(Stored items)
--------

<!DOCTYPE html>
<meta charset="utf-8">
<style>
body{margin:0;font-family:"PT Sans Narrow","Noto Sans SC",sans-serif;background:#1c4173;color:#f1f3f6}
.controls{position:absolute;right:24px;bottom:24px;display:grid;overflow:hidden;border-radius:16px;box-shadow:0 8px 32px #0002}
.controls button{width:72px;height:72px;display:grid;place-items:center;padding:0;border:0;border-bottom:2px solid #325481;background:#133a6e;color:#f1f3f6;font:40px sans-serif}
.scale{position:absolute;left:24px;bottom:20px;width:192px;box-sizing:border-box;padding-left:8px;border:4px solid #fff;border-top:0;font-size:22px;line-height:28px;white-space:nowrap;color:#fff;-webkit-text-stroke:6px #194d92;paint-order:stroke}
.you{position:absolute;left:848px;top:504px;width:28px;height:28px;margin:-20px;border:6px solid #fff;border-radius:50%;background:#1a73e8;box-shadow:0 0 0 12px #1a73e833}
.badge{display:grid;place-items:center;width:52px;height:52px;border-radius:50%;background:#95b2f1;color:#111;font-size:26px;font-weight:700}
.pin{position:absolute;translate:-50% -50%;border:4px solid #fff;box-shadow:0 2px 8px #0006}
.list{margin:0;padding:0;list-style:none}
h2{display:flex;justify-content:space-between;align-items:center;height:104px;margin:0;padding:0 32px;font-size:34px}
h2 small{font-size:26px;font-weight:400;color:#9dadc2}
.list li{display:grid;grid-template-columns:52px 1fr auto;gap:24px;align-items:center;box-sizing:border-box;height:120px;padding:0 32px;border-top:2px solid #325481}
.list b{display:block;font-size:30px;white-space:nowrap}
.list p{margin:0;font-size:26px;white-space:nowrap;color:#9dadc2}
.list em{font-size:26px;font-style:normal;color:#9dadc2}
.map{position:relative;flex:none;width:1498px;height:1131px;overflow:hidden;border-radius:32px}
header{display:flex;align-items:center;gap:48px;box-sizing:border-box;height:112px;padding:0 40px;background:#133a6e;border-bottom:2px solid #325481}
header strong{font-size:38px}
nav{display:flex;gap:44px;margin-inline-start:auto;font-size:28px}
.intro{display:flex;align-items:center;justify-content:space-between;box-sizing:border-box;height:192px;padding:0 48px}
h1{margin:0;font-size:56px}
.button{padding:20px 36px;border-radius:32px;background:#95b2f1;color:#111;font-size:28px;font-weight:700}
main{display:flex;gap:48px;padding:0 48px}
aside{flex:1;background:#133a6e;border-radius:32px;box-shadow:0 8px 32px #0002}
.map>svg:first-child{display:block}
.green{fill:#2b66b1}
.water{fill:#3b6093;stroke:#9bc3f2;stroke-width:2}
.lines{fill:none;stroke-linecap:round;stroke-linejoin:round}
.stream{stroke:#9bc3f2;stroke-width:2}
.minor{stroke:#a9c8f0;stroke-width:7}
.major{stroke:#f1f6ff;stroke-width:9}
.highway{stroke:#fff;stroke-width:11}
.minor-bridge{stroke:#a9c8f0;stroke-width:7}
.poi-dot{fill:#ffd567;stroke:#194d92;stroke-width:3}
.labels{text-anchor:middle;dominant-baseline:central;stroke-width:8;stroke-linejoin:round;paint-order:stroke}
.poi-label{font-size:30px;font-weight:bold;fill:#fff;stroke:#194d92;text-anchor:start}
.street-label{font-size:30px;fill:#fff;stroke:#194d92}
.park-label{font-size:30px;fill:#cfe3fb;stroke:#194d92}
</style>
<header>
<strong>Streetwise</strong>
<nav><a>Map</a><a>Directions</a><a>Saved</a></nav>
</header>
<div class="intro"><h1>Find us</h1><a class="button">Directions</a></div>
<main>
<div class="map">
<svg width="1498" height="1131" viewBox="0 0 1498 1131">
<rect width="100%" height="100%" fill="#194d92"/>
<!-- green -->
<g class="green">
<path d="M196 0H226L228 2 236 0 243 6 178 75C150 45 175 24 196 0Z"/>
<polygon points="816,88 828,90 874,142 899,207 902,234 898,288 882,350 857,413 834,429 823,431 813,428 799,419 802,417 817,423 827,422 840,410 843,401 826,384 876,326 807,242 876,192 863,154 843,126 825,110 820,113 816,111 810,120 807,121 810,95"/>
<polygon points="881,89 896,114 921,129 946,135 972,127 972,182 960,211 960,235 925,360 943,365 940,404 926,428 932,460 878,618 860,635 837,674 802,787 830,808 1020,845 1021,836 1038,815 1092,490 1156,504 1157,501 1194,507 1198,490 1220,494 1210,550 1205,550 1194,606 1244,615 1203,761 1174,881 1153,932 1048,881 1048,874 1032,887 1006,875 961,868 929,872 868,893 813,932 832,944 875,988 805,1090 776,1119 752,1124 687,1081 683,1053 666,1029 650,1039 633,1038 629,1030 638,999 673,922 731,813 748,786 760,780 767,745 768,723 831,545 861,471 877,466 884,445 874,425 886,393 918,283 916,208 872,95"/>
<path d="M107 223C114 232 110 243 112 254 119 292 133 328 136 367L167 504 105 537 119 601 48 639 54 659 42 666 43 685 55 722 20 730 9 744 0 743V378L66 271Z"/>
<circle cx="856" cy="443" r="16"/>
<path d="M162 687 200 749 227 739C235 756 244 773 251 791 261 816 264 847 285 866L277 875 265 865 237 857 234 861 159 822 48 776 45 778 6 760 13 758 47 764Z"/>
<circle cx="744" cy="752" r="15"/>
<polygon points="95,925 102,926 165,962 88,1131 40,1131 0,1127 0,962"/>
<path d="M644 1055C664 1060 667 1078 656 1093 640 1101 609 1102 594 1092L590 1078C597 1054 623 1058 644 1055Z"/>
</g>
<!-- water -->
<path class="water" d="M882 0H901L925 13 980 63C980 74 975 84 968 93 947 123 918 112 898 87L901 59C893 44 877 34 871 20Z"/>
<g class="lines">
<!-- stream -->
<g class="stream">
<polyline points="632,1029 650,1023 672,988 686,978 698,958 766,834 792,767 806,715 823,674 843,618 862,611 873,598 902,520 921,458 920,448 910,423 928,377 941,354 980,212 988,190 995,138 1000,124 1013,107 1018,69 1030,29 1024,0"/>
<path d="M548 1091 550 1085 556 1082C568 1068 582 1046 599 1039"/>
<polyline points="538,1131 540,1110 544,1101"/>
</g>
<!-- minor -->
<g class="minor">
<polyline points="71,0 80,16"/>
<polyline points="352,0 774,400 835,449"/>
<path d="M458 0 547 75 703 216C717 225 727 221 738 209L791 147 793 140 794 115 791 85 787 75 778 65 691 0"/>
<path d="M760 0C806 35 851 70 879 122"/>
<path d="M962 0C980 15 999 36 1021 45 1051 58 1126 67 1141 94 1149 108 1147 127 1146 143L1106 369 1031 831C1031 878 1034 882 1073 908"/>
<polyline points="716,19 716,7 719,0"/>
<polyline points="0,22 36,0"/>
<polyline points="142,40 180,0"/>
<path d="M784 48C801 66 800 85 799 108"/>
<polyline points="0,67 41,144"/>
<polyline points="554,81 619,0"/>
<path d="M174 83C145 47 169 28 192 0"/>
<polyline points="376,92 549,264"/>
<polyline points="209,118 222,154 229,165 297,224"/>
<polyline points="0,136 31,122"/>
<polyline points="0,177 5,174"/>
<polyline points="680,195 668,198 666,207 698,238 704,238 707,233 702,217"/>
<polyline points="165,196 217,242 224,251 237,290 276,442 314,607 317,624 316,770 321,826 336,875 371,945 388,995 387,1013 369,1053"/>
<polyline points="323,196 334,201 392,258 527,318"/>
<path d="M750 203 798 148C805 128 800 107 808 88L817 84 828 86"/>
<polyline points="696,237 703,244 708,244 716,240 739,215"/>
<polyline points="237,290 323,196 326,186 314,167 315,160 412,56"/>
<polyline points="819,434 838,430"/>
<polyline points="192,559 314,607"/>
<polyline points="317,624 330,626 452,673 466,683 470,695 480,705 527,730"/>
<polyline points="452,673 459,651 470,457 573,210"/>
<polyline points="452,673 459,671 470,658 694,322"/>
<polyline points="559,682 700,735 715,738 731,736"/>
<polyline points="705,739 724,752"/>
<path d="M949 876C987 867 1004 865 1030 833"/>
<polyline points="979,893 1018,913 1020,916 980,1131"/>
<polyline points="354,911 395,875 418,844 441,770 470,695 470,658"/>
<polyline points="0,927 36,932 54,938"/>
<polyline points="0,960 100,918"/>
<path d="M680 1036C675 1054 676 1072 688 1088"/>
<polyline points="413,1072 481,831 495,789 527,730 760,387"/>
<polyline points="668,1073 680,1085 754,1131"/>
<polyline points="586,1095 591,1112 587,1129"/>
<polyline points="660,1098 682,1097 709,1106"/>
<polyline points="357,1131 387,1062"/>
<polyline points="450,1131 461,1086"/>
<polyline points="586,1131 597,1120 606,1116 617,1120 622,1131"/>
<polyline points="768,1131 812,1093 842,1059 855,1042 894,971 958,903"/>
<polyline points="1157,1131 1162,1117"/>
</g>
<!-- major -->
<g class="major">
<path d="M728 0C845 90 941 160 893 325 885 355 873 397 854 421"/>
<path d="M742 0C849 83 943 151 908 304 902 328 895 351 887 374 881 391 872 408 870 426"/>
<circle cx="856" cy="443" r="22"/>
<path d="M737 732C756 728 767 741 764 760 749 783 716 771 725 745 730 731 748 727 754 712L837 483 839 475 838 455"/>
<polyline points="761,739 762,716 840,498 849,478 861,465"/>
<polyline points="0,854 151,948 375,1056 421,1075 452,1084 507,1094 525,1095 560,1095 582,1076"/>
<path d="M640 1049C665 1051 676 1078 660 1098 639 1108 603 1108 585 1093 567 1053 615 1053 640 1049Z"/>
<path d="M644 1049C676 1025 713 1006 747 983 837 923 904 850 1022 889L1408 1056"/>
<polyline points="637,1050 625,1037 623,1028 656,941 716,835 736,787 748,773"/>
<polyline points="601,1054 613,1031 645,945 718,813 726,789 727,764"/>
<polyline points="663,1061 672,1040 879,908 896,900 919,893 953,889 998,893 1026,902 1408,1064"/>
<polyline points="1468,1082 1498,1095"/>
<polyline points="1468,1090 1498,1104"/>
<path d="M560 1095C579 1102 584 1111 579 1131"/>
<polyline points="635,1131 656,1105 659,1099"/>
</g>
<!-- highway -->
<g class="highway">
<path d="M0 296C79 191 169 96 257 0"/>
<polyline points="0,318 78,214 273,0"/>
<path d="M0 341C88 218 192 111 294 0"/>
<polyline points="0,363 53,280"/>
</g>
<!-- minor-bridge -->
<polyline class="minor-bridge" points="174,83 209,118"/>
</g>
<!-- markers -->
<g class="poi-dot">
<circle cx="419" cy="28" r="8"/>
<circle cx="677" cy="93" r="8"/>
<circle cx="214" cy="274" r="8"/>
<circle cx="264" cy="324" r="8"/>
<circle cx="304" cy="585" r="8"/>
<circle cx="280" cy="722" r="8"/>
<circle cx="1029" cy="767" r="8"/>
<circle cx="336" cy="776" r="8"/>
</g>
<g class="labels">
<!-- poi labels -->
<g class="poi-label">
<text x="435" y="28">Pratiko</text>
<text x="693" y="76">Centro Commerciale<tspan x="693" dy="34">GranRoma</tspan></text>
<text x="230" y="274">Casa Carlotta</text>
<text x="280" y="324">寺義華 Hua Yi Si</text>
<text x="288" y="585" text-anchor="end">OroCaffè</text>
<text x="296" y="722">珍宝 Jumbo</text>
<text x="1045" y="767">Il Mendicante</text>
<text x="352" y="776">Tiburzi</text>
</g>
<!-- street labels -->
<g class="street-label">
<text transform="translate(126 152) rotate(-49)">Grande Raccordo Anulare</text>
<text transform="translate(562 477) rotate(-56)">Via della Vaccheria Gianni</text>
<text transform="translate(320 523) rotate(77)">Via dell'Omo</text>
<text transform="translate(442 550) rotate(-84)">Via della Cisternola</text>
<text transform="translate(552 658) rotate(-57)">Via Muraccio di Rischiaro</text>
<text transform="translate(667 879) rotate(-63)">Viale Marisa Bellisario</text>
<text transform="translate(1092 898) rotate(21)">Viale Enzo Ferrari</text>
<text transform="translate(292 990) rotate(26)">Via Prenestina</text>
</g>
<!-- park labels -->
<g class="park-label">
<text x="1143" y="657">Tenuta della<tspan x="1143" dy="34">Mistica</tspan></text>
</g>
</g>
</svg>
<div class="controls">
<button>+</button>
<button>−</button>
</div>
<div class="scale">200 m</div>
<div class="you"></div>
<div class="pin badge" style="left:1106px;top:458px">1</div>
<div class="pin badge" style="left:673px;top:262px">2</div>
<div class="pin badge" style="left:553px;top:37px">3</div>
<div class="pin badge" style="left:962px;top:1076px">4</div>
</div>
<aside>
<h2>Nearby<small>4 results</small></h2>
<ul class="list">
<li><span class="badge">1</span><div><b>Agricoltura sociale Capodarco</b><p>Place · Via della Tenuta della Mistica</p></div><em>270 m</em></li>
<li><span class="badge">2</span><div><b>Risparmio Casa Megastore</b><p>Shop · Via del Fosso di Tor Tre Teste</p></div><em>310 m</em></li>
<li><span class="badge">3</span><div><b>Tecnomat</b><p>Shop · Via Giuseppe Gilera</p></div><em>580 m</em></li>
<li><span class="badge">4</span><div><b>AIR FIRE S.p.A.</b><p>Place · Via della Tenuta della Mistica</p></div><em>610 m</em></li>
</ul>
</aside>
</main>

--------

> **What needs to be done**:
Return every line holding the word "controls" from the records.

> **Result below**:
.controls{position:absolute;right:24px;bottom:24px;display:grid;overflow:hidden;border-radius:16px;box-shadow:0 8px 32px #0002}
.controls button{width:72px;height:72px;display:grid;place-items:center;padding:0;border:0;border-bottom:2px solid #325481;background:#133a6e;color:#f1f3f6;font:40px sans-serif}
<div class="controls">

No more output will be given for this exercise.